For those of you unfamiliar:


----------



## brotagonist (Jul 11, 2013)

As in music that celebrates the greatness of Western Culture? I like it! I'll have to think about it some, but I know there's loads of music that would fit this for me, subjectively.


----------



## GreenMamba (Oct 14, 2012)

Tough to say because that music doesn't sound like anything from 18c or 19c. It sounds like what it is: 20c/21c film or video game music. I'm also going to question whether you'd think of it as a celebration of the West if not for the title and context.

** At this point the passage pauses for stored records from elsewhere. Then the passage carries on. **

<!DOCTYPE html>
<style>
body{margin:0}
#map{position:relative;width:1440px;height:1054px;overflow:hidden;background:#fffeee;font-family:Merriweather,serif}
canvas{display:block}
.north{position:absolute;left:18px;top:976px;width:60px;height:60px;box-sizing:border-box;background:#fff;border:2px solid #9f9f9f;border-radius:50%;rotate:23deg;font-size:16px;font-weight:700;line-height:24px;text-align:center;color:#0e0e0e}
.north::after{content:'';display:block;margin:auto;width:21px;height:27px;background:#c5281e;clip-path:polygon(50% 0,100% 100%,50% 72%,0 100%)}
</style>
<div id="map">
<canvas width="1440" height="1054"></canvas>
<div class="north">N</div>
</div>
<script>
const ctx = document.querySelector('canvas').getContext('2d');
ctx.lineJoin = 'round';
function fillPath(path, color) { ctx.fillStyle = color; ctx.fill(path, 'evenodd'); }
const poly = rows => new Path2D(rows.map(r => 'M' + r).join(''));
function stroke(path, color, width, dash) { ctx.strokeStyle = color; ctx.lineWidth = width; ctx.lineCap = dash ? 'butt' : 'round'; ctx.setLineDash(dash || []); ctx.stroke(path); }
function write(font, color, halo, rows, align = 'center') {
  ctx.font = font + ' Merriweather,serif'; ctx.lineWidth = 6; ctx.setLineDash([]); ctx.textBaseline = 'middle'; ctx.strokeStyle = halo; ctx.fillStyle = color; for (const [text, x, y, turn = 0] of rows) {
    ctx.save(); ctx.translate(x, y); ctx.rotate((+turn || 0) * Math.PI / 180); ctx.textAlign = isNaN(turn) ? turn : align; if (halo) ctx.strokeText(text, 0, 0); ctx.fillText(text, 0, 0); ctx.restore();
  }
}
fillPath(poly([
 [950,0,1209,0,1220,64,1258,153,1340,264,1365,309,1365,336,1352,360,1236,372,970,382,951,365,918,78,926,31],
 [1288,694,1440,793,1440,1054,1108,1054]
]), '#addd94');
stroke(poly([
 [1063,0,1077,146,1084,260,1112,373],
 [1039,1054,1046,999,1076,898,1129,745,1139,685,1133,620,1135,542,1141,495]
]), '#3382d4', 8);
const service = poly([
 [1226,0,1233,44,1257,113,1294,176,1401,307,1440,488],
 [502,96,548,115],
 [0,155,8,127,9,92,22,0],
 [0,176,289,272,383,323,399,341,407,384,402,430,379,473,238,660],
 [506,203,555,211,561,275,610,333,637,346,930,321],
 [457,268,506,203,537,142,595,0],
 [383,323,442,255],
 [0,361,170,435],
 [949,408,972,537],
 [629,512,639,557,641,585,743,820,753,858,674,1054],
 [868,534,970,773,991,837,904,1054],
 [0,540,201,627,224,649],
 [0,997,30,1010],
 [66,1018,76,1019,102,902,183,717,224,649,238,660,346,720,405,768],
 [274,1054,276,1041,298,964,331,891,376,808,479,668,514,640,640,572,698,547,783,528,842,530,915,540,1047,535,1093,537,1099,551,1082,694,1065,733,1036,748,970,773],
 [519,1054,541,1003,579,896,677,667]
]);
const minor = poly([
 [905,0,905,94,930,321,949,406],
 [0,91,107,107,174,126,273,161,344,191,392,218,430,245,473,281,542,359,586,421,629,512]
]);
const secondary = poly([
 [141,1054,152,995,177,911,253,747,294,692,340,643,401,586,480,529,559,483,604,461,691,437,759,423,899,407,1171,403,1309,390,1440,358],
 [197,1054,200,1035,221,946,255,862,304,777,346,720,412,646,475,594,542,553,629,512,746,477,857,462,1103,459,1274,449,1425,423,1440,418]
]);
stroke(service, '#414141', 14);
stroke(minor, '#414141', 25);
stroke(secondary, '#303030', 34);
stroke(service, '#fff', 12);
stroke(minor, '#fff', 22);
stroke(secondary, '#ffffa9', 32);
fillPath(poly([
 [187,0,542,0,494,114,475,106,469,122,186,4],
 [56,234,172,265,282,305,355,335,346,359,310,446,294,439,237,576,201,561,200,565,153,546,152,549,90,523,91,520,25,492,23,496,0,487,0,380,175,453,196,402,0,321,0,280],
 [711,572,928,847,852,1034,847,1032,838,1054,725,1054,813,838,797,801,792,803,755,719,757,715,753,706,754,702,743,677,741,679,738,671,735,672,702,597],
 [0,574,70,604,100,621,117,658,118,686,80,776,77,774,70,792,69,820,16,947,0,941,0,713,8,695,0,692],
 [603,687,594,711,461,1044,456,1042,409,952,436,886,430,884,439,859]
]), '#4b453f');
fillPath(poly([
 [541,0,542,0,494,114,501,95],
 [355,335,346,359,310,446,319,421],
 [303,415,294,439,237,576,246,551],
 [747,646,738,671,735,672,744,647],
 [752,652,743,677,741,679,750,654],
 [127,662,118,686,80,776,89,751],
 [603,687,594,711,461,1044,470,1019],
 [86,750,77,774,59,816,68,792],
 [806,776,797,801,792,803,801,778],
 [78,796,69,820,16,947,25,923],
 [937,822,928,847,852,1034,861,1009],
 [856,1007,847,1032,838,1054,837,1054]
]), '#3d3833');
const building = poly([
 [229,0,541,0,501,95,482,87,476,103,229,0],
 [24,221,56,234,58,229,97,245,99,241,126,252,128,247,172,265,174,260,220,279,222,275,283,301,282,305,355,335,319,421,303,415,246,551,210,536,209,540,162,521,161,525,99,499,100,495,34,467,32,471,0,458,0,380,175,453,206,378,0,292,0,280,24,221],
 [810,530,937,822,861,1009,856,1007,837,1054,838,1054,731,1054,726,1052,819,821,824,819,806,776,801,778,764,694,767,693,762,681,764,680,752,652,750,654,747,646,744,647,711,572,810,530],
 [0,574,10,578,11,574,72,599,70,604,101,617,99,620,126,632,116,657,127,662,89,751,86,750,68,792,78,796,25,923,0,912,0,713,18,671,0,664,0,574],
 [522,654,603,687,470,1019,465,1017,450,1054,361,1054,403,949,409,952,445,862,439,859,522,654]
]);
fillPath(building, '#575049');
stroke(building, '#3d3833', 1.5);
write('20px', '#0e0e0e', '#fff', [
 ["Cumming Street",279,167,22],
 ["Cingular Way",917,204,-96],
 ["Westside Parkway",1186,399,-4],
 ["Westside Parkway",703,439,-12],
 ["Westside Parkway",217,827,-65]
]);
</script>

Maybe Beethoven's Wellington's Victory. I don't know.


----------



## Proms Fanatic (Nov 23, 2014)

Ode to Joy from Beethoven's 9th Symphony?


----------



## brotagonist (Jul 11, 2013)

Well, I still haven't thought about it  but a few things came to mind:

any of the great works of the Wiener Klassik;
Tchaikovsky's later symphonies;
Strauss' Metamorphosen;
Schubert's Unvollendete;
Beethoven's Ninth Symphony.


----------



## SiegendesLicht (Mar 4, 2012)

Strauss' Metamorphosen is more of a requiem for the West than a celebration of it.


----------



## Weston (Jul 11, 2008)

I nominate Liszt's _Les Preludes._ Well, the brassy parts anyway. If not that, then Copland's _Fanfare for the Common Man_ which is 20th century but may as well be 19th.


----------



## Arsakes (Feb 20, 2012)

Cheers for liking Paradox Interactive games. Did you know Paradox used licensed soundtracks from historical composers in Europa Universalis II, Victoria I and Hearts of Iron I? I actually become obsessed with classic music after listening to those tracks! 

I know music works about celebrating a monarchy and countries from East and West Europe. But as a whole I don't know.

For example this:


----------



## Arsakes (Feb 20, 2012)

Also If you like Andreas Waldetoft I recommend listening to his Hearts of Iron II, Victoria II and Europa Universalis: Rome music too. They're very epic.










and


----------



## Richannes Wrahms (Jan 6, 2014)

Ein Heldenleben?


----------